Japan Geoscience Union Meeting 2018

Presentation information

[JJ] Evening Poster

S (Solid Earth Sciences) » S-SS Seismology

[S-SS14] Strong Ground Motion and Earthquake Disaster

Tue. May 22, 2018 5:15 PM - 6:30 PM Poster Hall (International Exhibition Hall7, Makuhari Messe)

convener:Masayuki Kuriyama(Central Research Institute of Electric Power Industry)

[SSS14-P12] Accuracy of a vertical-component microtremor-array-survey method: with special reference to a simple method for estimating interval-averaged S-wave velocities as a starting point of further discussion

*Ikuo Cho1 (1.National Institute of Advanced Industrial Science and Technology)
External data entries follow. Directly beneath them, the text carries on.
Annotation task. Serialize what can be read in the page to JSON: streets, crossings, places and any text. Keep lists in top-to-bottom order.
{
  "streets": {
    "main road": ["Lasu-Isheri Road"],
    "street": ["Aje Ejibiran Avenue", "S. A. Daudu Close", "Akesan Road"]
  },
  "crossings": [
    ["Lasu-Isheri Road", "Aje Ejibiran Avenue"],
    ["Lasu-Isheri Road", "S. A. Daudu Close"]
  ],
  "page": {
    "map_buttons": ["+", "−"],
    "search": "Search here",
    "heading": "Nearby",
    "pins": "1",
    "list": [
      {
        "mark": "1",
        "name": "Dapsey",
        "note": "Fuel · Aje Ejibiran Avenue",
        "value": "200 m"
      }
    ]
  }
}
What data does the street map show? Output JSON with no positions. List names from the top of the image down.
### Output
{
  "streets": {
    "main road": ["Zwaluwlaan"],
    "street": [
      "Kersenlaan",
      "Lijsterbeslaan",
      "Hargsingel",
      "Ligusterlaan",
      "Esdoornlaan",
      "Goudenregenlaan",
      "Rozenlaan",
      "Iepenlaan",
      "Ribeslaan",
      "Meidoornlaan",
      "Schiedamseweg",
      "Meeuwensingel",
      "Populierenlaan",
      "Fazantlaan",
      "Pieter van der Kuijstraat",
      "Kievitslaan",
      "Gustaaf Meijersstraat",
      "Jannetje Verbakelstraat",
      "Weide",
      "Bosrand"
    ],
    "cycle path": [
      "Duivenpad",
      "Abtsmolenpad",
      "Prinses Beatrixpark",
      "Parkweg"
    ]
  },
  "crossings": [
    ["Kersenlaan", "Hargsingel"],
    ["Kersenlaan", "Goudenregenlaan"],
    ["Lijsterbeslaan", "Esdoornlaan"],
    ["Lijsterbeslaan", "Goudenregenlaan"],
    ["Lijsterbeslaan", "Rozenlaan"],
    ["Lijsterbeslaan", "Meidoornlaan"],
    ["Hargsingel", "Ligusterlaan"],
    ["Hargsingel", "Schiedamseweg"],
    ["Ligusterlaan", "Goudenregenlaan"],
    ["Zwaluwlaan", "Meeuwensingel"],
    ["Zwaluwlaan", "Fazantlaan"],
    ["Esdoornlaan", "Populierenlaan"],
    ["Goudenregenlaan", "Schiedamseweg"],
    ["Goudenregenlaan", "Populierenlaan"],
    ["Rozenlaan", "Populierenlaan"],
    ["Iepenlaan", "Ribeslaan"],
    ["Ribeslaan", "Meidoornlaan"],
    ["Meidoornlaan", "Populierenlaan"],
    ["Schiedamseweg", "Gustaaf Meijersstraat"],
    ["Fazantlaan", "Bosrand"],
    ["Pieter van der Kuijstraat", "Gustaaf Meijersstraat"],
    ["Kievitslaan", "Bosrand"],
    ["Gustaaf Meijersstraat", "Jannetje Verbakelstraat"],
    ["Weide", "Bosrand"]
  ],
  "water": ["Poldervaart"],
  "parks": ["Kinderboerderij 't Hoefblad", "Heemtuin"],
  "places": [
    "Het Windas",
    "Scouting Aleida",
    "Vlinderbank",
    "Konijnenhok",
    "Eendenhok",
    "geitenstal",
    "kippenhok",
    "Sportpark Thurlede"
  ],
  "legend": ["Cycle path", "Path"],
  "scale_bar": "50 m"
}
Keywords:microtremor, array, surface wave, the 2016 Kumamoto earthquake, inversion


In the previous paper (Cho et al., 2018), we introduced a simple method using vertical-component microtremor-array data so as to determine interval-averaged S-wave velocities at a 10-meter interval to the depth of 30m. We examined the estimating accuracy of that method by using microtremor data obtained in the Mashiki Town, Kumamoto, and finally concluded that the simple method can be positioned as a preliminary analysis tool. In this study, we regard this conclusion as a starting point for further discussion on a certain problem: what is the accuracy of a so-called inversion method in the first place? We focus the arbitrariness of the parametrization of a velocity structure model used for an inversion (e.g., the number of layers) and discuss the accuracy of microtremor array survey methods based on the analysis results of observed microtremor array data.

Contents in the previous paper

We determine interval-averaged S-wave velocities with a simple method in the following. Firstly, substitute an interval-averaged S-wave velocity from the surface to the depth of 10m, AVS0_10, by a Rayleigh-wave phase velocity with the wavelength of 13m, C13 (Cho et al., 2008). Next, calculate interval-averaged S-wave velocities from the depth of 10m to 20m, AVS10_20, and from the depth of 20m to 30m, AVS20_30, by using the following equations:

AVS10_20= (AVS0_10 AVS0_20)/ (2AVS0_10 - AVS0_20), (1)


AVS20_30= (AVS0_20 AVS0_30)/ (3AVS0_20 - 2AVS0_30). (2)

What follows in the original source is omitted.